Dans le cas où l’entité a souscrit un contrat d’assurance, la provision évaluée à l’ouverture et à la
clôture de l’exercice du changement correspond à la différence entre la dette actuarielle et la valeur
des fonds cantonnés auprès de la compagnie d’assurance. La provision évaluée à l’ouverture de
l’exercice du changement est imputée sur le report à nouveau conformément à l’avis n° 2000-A du
Comité d’urgence du Conseil national de la comptabilité. La variation de la provision entre ces deux
dates constitue un produit ou une charge à comptabiliser en résultat. Si l’entité a versé une prime
d’assurance au cours de l’exercice du changement, cette prime est prise en compte dans l’évaluation
de la provision à la clôture de l’exercice. La charge représentée par la prime, ajustée de la variation de
la provision, reflète ce qu’aurait été la variation de la provision si l’entité n’avait pas souscrit un contrat
d’assurance. En souscrivant un contrat d’assurance, l’entité a obtenu la déductibilité de la provision à
hauteur des primes versées.
Même si l’entité qui a souscrit un contrat d’assurance a indiqué jusqu’à présent, par erreur, dans
l’annexe des comptes annuels qu’elle considérait avoir provisionné partiellement ces engagements à
hauteur des fonds cantonnés, le provisionnement complet est un changement de méthode comptable
et la provision constatée à l’ouverture de l’exercice du changement est imputée sur le report à
nouveau.
Par ailleurs, la Commission commune de doctrine comptable constate que la réponse de la
Commission des études comptables rappelée ci-dessus (Bull. CNCC, mars 1999, EC 98-83) se situe
dans le contexte particulier d’une entité qui, tout en comptabilisant pour la première fois la provision
pour indemnités de fin de carrière, verse simultanément des primes d’assurance au cours du même
exercice égales à l’intégralité de la dette actuarielle de l’entité. Elle conclut que cette réponse porte
sur un cas d’espèce non transposable au contexte de la question soulevée.

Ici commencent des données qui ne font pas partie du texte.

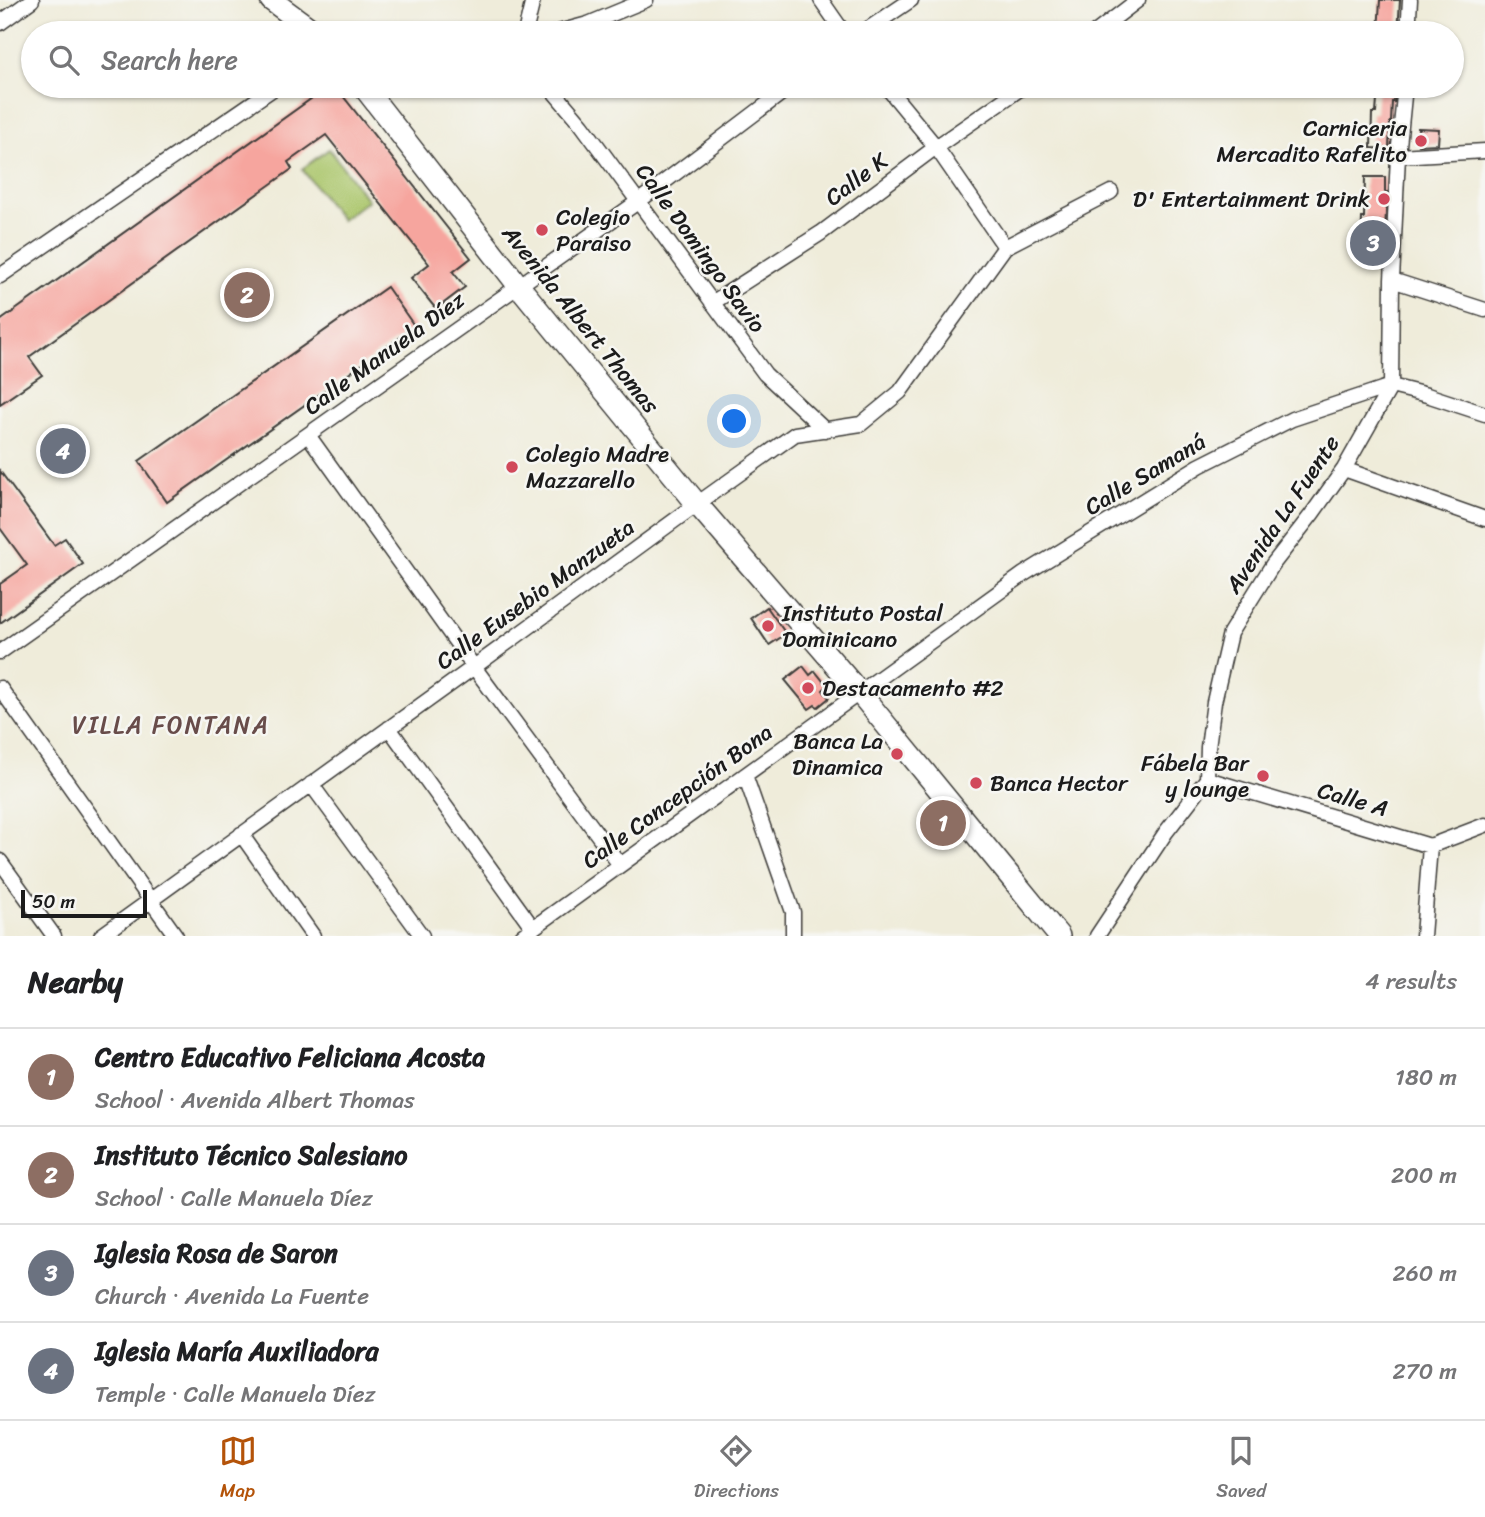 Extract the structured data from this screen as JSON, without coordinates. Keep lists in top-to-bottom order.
{
  "streets": {
    "main road": ["Avenida Albert Thomas"],
    "street": [
      "Calle K",
      "Calle Domingo Savio",
      "Calle Manuela Díez",
      "Calle Samaná",
      "Avenida La Fuente",
      "Calle Eusebio Manzueta",
      "Calle Concepción Bona",
      "Calle A"
    ]
  },
  "crossings": [
    ["Calle K", "Calle Domingo Savio"],
    ["Calle Domingo Savio", "Calle Manuela Díez"],
    ["Calle Domingo Savio", "Calle Eusebio Manzueta"],
    ["Avenida Albert Thomas", "Calle Manuela Díez"],
    ["Avenida Albert Thomas", "Calle Samaná"],
    ["Avenida Albert Thomas", "Calle Eusebio Manzueta"],
    ["Avenida Albert Thomas", "Calle Concepción Bona"],
    ["Calle Samaná", "Avenida La Fuente"],
    ["Calle Samaná", "Calle Concepción Bona"],
    ["Avenida La Fuente", "Calle A"]
  ],
  "districts": ["VILLA FONTANA"],
  "places": [
    "Carniceria Mercadito Rafelito",
    "D' Entertainment Drink",
    "Colegio Paraiso",
    "Colegio Madre Mazzarello",
    "Instituto Postal Dominicano",
    "Destacamento #2",
    "Banca La Dinamica",
    "Fábela Bar y lounge",
    "Banca Hector"
  ],
  "scale_bar": "50 m",
  "page": {
    "search": "Search here",
    "pins": [
      "3",
      "2",
      "4",
      "1"
    ],
    "scale": "50 m",
    "heading": ["Nearby", "4 results"],
    "list": [
      {
        "mark": "1",
        "name": "Centro Educativo Feliciana Acosta",
        "note": "School · Avenida Albert Thomas",
        "value": "180 m"
      },
      {
        "mark": "2",
        "name": "Instituto Técnico Salesiano",
        "note": "School · Calle Manuela Díez",
        "value": "200 m"
      },
      {
        "mark": "3",
        "name": "Iglesia Rosa de Saron",
        "note": "Church · Avenida La Fuente",
        "value": "260 m"
      },
      {
        "mark": "4",
        "name": "Iglesia María Auxiliadora",
        "note": "Temple · Calle Manuela Díez",
        "value": "270 m"
      }
    ],
    "nav": ["Map", "Directions", "Saved"]
  }
}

En conclusion, la Commission commune de doctrine comptable considère que le changement de
méthode en cause doit être comptabilisé selon les règles de droit commun prévues par l’article 122-2
du Plan comptable général, qui impose l’imputation sur le report à nouveau de la provision à
l’ouverture de l’exercice, que l’entité ait souscrit un contrat d’assurance ou non.